Splenomegaly causing mechanical problems, excessive transfusion needs:
- Splenectomy

Question 18

What is the pathophysiology of alpha thalassaemia?

Answer 18

Reduced or absent alpha chain synthesis is common in Southeast Asia.

Two alpha gene loci on chromosome 16 and each individual carries four alpha gene alleles:

• If one is deleted - no clinical effect
• If two are deleted - mild hypochromic anaemia
• If three are deleted - patient has haemoglobin H disease
• If all four deleted - hydrops fetalis

HbH is a beta chain tetramer formed from the excess beta chains which are functionally useless. Patient relies on low HbA levels for oxygen transport. Treatment of HbH disease is similar to intermediate severity beta thalassaemia (e.g. folic acid, transfusion etc).

Question 19

What are the diagnostic features of beta thalassaemia minor?

Answer 19

Mild anaemia
Microcytic hypochromic erythrocytes (not iron deficient)
Some target cells
Punctate basophilia
Raised haemoglobin A2 fraction
Evidence that one parent has thalassaemia

Question 20

How is haemolytic anaemia classified?

Answer 20

1) Congenital/ Inherited:
- Hb: thalassaemias, sickle cell disease
- Enzyme: G6PD deficiency, pyruvate kinase deficiency
- Membrane: hereditary spherocytosis, hereditary eliptocytosis
2) Acquired:
i) Immune - DCT +ve
- Autoimmune - e.g. warm and cold types
- Alloimmune - antibodies produced by one individual reacts with red cells of another, e.g. transfusion reaction, HDN
- Drugs
ii) Non-immune - DCT -ve
- Red cell fragmentation - heart valves, microangiopathic haemolysis (HUS, TTP, DIC)
- Infections (e.g. Malaria), drugs, burns
- PNH

Question 21

What investigations confirm haemolysis is present?

Answer 21

Key investigations:

1) Increased reticulocyte count (also occurs with blood loss and partially treated anaemia)
2) LDH
3) Bilirubin (release of red cell components - increased unconjugated bilirubin)
4) Reduced serum haptoglobins
5) Bone marrow - erythroid hyperplasia

Question 22

If haemolysis is suspected, how can we determine whether there is an underlying red cell change?

Answer 22

On history:

Onset at an early age or a family history - intrinsic red cell defect
Ethnicity: African Americans (sickle cell), Southern Mediterranean (Thalassaemia), G6PD
In the laboratory:

Blood film - target cells (thalassaemia, sickle cell disease), spherocytes (hereditary spherocytosis, immune haemolysis), fragments (microangiopathic), polychromasia
Direct Coombs test
Hb electrophoresis (at pH 8.6 and 6.8) for thalassaemia and sickle cell disease
G6PD and pyruvate kinase screening tests
Ham’s test/ immunophenotyping

Question 23

What causes intravascular haemolysis?

Answer 23

During intravascular haemolysis, free Hb is released into plasma that is filtered by the urine as haemoglobinuria (black urine) and haemosiderinuria. A portion is bound to albumin as methemalbuinuria. Haptoglobins are also reduced.

Think “MCP”

M - Microangiopathic haemolytic anaemia (irregularly fragmented cells; maybe helmet cells on blood film seen in up to 25% of patients with DIC)

M - March haemoglobinuria

C - Chronic cold agglutinin disease

C - Cardiac valvular disease

P - Paroxysmal cold haemoglobinuria

P - Paroxysmal nocturnal haemoglobinuria

Question 24

What happens in extravascular haemolysis?

Answer 24

Usually happens in membrane defects and most cases of haemolytic anaemia.

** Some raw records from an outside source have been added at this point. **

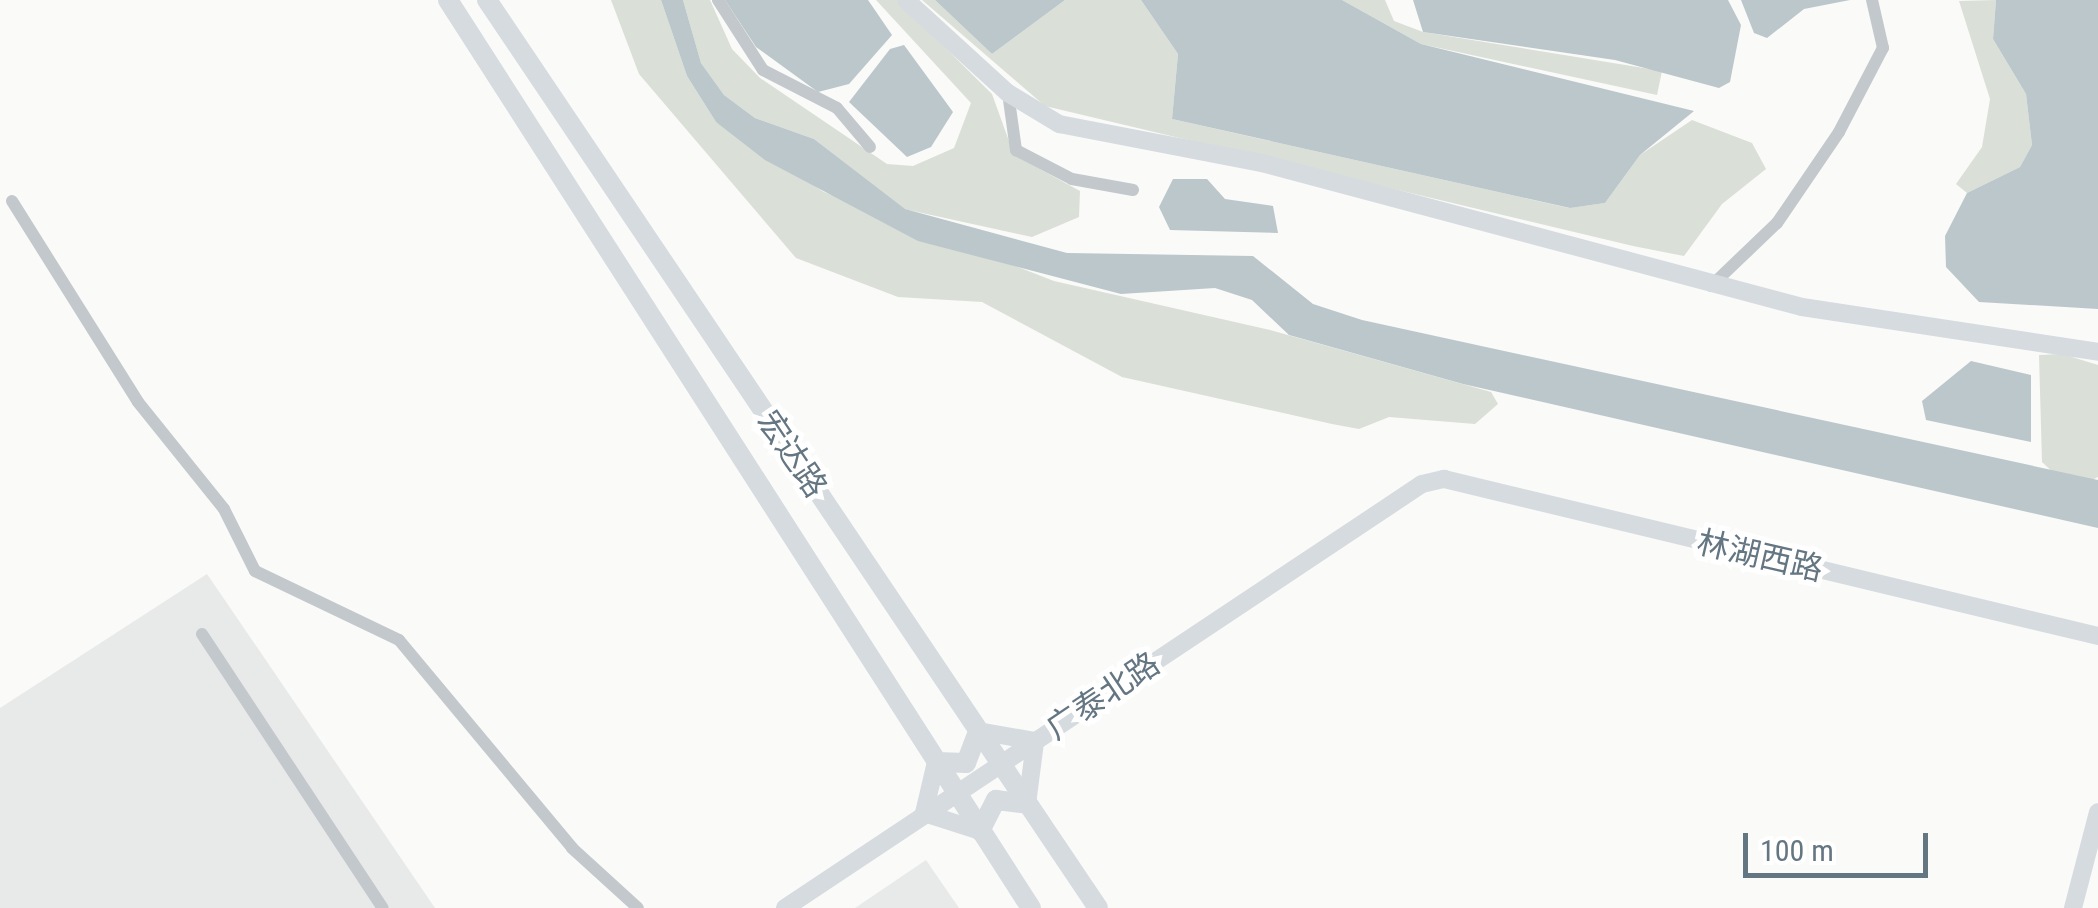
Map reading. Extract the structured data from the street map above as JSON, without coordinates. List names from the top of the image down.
{
  "streets": {
    "main road": ["宏达路"],
    "street": ["林湖西路", "广泰北路"]
  },
  "crossings": [
    ["宏达路", "广泰北路"],
    ["林湖西路", "广泰北路"]
  ],
  "scale_bar": "100 m"
}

Haemolysis is extravascular (outside the blood) and takes place in the reticuloendothelial tissues. Avoids free Hb in the plasma.

Question 25

Why does a leuco-erythroblastic picture appear on the blood film in haemolysis?

Answer 25

Bone marrow compensation for increased red cell breakdown is reticulocytosis. Nucleated red cell precursors may appear in the blood.

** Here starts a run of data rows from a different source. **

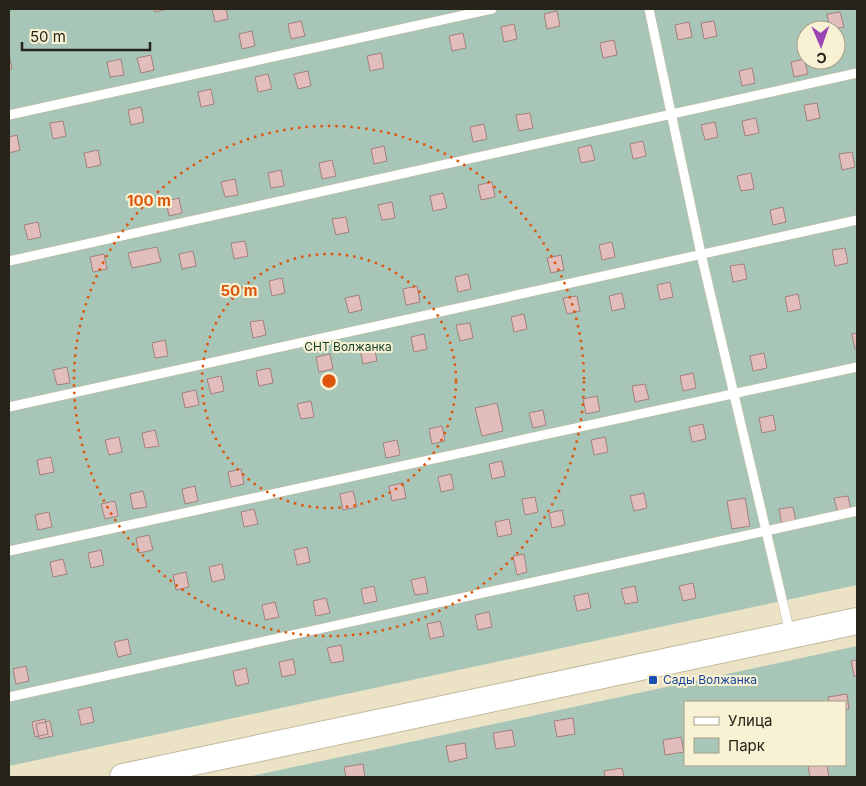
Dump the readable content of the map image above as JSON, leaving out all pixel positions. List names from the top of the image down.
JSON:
{
  "parks": ["СНТ Волжанка"],
  "places": {
    "transit": ["Сады Волжанка"]
  },
  "legend": ["Улица", "Парк"],
  "scale_bar": "50 m",
  "north": "bottom",
  "rings": ["100 m", "50 m"]
}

Activation of the bone marrow can result in neutrophilia and immature granulocytes appearing in the blood. This is called a leuco-erythroblastic picture.

Compensatory erythroid hyperplasia may give rise to folate deficiency. Blood findings will be complicated by the presence of megaloblastosis (measurement of haemolysis and serum is unreliable in haemolysis as it will be elevated).

Question 26

What is the structure of the normal red cell membrane?

Answer 26

RBC membrane is a lipid bilayer in close associations with membrane proteins.

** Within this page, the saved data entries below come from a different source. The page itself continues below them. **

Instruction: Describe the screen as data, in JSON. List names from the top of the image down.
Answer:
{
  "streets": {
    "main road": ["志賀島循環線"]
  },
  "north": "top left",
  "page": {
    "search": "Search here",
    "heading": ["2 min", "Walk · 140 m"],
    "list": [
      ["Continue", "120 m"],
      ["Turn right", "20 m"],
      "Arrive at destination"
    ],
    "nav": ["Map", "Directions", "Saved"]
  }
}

Two types of membrane-protein interaction:

1) Membrane-integral proteins such as ion channels (band 3), which interact with each other and also the second group of proteins:
2) Proteins that form the cytoskeleton (alpha and beta spectrin)

Ankyrin is a protein that bridges beta spectrin to band 3. Mutations of the integral proteins usually result in spherocytosis, whilst abnormalities of the cytoskeletal proteins cause eliptocytosis. Gallstones are also frequent and cause episodes of cholecystitis and biliary colic.

Question 27

What is hereditary spherocytosis? How does it present?

Answer 27

Autosomal dominant (25% of cases have no family history and represent new mutations).

Most commonly caused by deficiency of beta spectrin or ankyrin.

The severity of spontaneous haemolysis varies.

Presents as asymptomatic compensated chronic haemolytic state with spherocytes present on the blood film, a reticulocytosis and mild hyperbilirubinemia. Gallstones are present in 50%.

Occasional cases are associated with more severe haemolysis. This can be due to coincidental polymorphisms in alpha spectrin or co-inheritance of a second defect involving a different protein.

Crises can occur

Question 28

What crises can occur in hereditary spherocytosis?

Answer 28

1) Haemolytic crises - the severity of haemolysis increases; rare and usually associated with infection
2) Megaloblastic crisis - follows development of folate deficiency; this may occur as a first presentation of the disease in pregnancy
3) Aplastic crisis - in association with erythrovirus infection. Causes common exanthem in children, but if individuals with chronic haemolysis become infected the virus directly invades red cell precursors and temporarily switches off red cell production. Presents with severe anaemia and a low reticulocyte count

Question 29

How is hereditary spherocytosis investigated?

Answer 29

Patient and other family members should be screened for features of compensated haemolysis. This may be all that is required to confirm the diagnosis.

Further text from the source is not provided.